Criteria for eventual domination of operator semigroups and resolvents

TL;DR

This paper characterizes when one operator semigroup eventually dominates another on Banach lattices, explores related resolvent dominance near spectral bounds, and applies findings to differential operators and positivity principles.

Contribution

It provides new theoretical criteria for eventual domination of semigroups and resolvents, extending previous positivity-focused results to more general settings.

Findings

Characterization of eventual domination between semigroups

Analysis of resolvent dominance near spectral bounds

Applications to differential operators and positivity principles

Abstract

We consider two $C_0$-semigroups $(e^{tA})_{t \ge 0}$ and $(e^{tB})_{t \ge 0}$ on function spaces (or, more generally, on Banach lattices) and analyse eventual domination between them in the sense that $|e^{tA}f| \le e^{tB}|f|$ for all sufficiently large times $t$. We characterise this behaviour and prove a number of theoretical results which complement earlier results given by Mugnolo and the second author in the special case where both semigroups are positive for large times.
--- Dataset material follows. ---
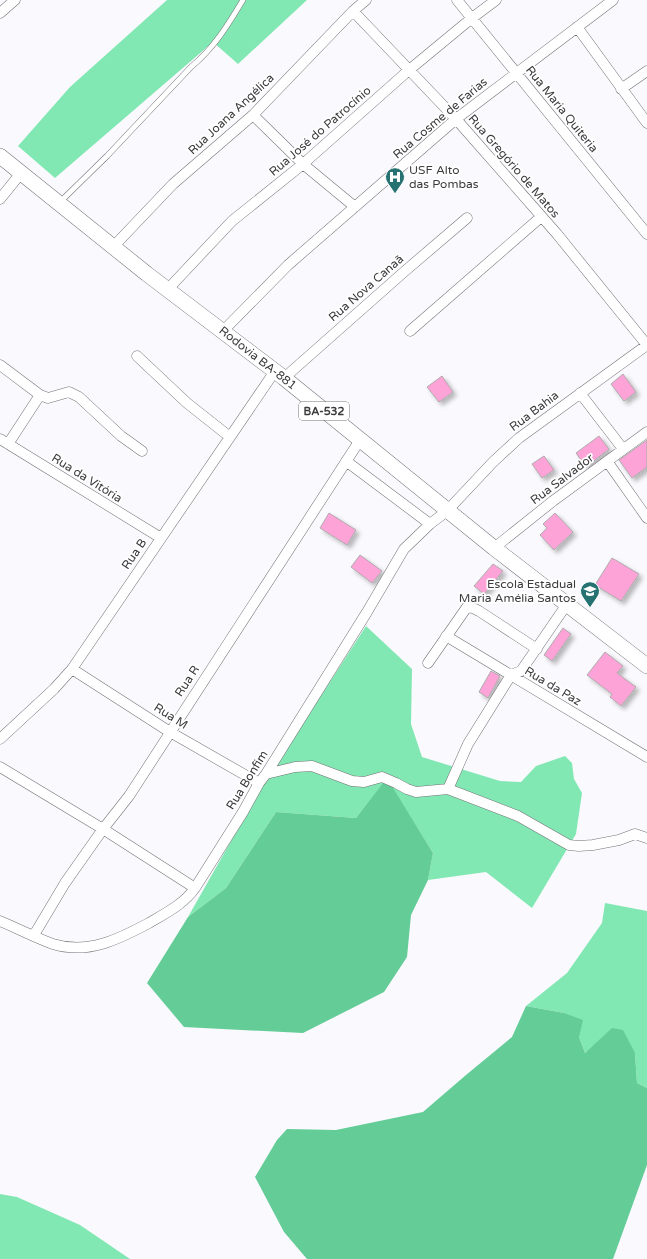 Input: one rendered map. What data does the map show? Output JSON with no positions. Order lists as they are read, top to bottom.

Moreover, we study the analogous question of whether the resolvent of $B$ eventually dominates the resolvent of $A$ close to the spectral bound of $B$. This is closely related to the so-called maximum and anti-maximum principles. In order to demonstrate how our results can be used, we include several applications to concrete differential operators. At the end of the paper, we demonstrate that eventual positivity of the resolvent of a semigroup generator is closely related to eventual positivity of the Ces\`aro means of the associated semigroup.